I just.. I don’t know. Aside from the fact that I have a few questions about some of the numbers this study offers up, this is a bitter pill to swallow. And let’s face it. Considering the locations and resources that a vast majority of the Black community has to cope with, where does that leave us as a collective? Two thirds of us overweight? Dying of wholly preventable diseases?

I look at my Mother now. Successful by her own hand. A beneficiary of her very hard work who, after sticking with that same company for several decades, has access to opportunities and options that are incomparable to what her Mother – or her Mother’s Mother, for that matter.. regardless of whether or not she would’ve made use of them – would’ve had. I imagine my Grandma would be proud of her for having resources she did not, and hope that she was taking advantage of ’em. My Aunt Sissy, though, would probably tell her to save her money and grow her own damn tomatoes, already.

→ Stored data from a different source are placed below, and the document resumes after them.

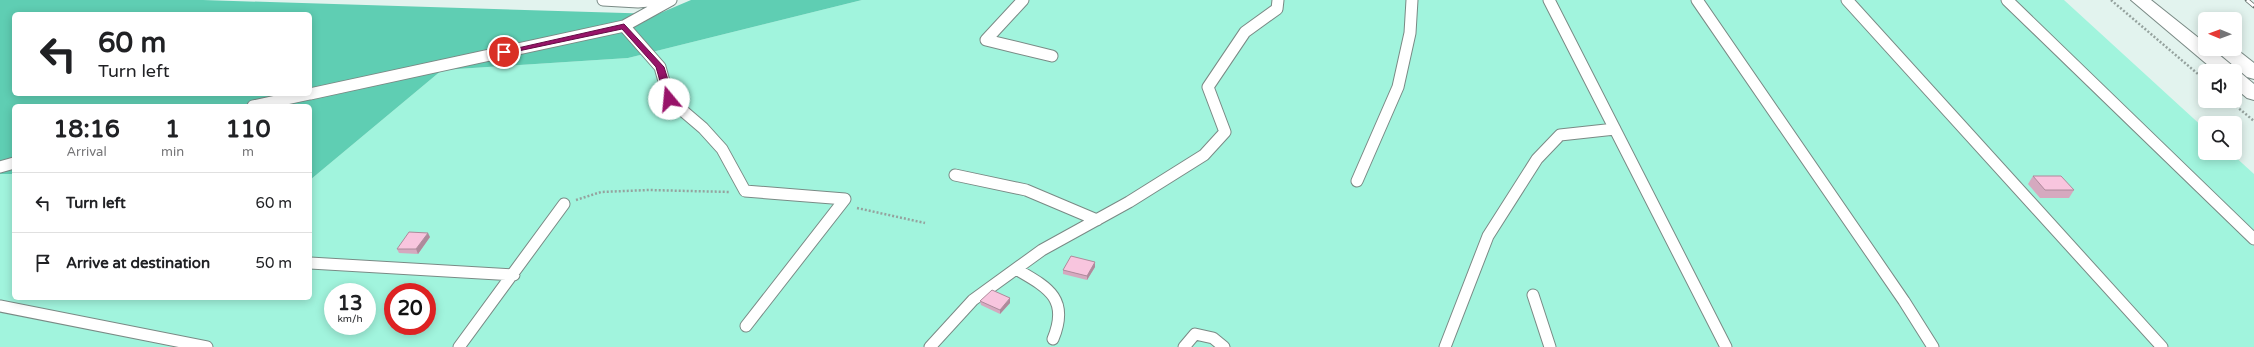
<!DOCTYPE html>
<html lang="en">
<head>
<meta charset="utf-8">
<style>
	:root { --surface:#fff; --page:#f2f2f2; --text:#202124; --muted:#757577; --line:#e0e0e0 }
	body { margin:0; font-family:"Varela Round",sans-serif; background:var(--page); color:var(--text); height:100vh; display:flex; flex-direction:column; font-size:15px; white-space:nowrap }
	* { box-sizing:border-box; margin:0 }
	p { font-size:13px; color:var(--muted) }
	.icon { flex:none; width:22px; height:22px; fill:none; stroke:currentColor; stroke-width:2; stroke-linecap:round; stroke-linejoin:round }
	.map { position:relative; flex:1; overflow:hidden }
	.sheet { position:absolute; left:12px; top:104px; width:300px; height:196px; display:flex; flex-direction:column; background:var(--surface); border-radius:6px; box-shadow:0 2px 10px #0003 }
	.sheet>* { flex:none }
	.top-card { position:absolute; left:12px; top:12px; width:300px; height:84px; border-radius:6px; box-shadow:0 2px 10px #0003; background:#fff; color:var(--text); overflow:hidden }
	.needle { width:26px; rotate:271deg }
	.controls { position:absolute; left:2198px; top:12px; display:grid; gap:8px }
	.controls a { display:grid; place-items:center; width:44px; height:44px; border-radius:6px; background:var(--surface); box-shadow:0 2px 10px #0003; font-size:20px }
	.speed { position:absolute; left:324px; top:283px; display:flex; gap:8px; font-size:20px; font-weight:700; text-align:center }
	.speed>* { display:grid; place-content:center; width:52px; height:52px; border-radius:50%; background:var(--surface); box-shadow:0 2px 10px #0003; line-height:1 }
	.speed small { font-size:10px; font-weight:400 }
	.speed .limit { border:6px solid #d22; background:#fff; color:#111 }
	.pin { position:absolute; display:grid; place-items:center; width:34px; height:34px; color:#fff; margin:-17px; border:2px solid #fff; border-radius:50%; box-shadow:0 1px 4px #0007 }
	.me { position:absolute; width:44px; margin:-22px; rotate:343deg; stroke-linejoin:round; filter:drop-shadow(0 0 3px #0008) }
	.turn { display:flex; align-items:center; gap:14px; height:84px; padding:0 20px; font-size:18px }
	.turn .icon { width:52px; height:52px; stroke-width:2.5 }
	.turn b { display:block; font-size:28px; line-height:34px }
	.eta { display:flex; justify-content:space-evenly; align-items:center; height:68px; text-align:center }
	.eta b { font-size:24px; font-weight:700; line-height:28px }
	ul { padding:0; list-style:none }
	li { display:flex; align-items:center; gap:12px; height:60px; padding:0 20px; border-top:1px solid var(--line) }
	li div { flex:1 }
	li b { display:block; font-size:15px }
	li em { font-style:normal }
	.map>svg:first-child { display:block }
</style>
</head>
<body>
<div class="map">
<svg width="2254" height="347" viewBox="0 0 2254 347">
	<rect width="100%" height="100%" fill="#e2f3ee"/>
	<path fill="#a1f4dd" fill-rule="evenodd" d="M862,0H2064L2205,129V153H2231L2254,174V347H0V174H14V298H310V180L442,70L628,58ZM333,292H367V326H333ZM393,292H427V326H393Z"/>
	<path fill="#5fceb3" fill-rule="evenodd" d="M0,0H203L658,14L691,0H862L628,58L442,70L310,180V106H14V174H0ZM14,14H310V94H14Z"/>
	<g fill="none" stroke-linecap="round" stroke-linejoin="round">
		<defs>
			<path id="service" d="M603,0L638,2L659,0
				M1023,0L986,40L1052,56
				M1549,0L1726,347
				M1697,0L1904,301L1933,347
				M1847,0L2162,347
				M2007,0L2254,239
				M624,26L660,67L669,99L703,128L722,149L745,191L845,199L746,326
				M310,94L624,26L671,0
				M253,106L309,94
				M0,167L14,163
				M955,175L1026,190L1097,220
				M1357,181L1398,87L1410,33L1412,0
				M310,263L514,275
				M1016,269C1047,287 1070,298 1053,339
				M1533,295L1550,347
				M0,306L207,347
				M459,347L564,204
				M930,347L973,300L1042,250L1129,202L1204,155L1225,132L1208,87L1245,32L1277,9L1278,0
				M1184,347L1195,334L1213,338L1224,347
				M1445,347L1488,236L1537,159L1560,135L1615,129"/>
			<path id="secondary" d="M2131,0H2151L2205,43V49H2212L2234,67L2236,72L2242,74L2254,84V100L2247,98L2235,88V71H2215Z
				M2235,48L2254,63V79L2247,77L2214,49Z"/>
		</defs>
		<use href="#service" stroke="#7a8a85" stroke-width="13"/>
		<use href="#secondary" stroke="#7a8a85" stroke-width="2"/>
		<path stroke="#95a29e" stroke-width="2.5" stroke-dasharray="2 2" stroke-linecap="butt" d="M2111,0L2205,80
			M2230,101L2254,121
			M576,200L601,192L649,190L730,192
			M857,208L925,223"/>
		<use href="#service" stroke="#fff" stroke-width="11"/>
		<use href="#secondary" fill="#fff" fill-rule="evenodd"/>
		<defs>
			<path id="rail" d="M2247,0L2254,6"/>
		</defs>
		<use href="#rail" stroke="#66706d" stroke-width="4.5"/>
		<use href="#rail" stroke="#fff" stroke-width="3" stroke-dasharray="9" stroke-linecap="butt"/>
	</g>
	<path fill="#d5a9bf" d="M2033,176L2074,190L2069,198H2040L2028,184Z
		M430,237L418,254L399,253L397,249Z
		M1095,267L1087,280L1063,274V270Z
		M980,301L1010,303L1000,314L981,305Z"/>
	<path fill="#ae8a9b" d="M428,233L430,237L418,254L416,249Z
		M1095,262V267L1087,280V276Z
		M1010,298V303L1000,314V310Z"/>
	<path fill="#f8c5de" stroke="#ae8a9b" d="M2033,176H2061L2074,190H2045Z
		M409,232L428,233L416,249H397Z
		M1071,256L1095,262L1087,276L1063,270Z
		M992,290L1010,298L1000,310L980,301Z"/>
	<path fill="#981369" stroke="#630c44" d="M624,24L664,67L674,99L672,100L665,99L656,67L622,29L504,54L500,52Z"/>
</svg>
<div class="controls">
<a><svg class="needle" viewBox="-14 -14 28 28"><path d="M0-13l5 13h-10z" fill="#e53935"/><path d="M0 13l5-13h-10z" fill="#757577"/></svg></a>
<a><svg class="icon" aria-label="sound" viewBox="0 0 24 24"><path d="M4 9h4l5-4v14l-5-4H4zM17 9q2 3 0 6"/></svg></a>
<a><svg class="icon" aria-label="search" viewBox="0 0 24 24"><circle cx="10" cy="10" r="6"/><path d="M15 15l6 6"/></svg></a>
</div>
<div class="speed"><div>13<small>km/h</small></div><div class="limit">20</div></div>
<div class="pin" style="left:504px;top:52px;background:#d93025"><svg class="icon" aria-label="arrive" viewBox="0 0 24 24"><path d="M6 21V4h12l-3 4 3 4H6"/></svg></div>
<svg class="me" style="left:669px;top:99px" viewBox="-20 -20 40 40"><circle r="19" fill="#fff"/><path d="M0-13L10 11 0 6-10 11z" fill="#981369"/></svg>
<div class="top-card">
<div class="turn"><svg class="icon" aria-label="left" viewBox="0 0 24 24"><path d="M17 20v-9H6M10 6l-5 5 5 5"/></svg><div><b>60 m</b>Turn left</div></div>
</div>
<section class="sheet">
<div class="eta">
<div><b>18:16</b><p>Arrival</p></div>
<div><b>1</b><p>min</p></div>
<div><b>110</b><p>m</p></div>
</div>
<ul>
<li><svg class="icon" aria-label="left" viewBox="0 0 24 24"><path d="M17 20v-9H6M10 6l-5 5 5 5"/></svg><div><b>Turn left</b></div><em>60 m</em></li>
<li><svg class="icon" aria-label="arrive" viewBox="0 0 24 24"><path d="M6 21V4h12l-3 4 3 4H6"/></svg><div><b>Arrive at destination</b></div><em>50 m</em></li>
</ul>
</section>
</div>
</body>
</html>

At this point, all I have are questions. Is this the bitter reality of society and, mind you, Capitalism? The more money you have, the more access you have to better opportunities? Or is it a matter of not taking advantage of the community and resources you have and making it work? Or hell.. do we even know whether or not people know they have options and resources to use? If the disparaties are caused by money, how do we make it easier? If the problem is time, how do we make it quicker? If the issue is that it’s too daunting a task, how do we fix that?

‘Cause really, at this rate… without effort, movement, education and progress? We ain’t gon’ make it.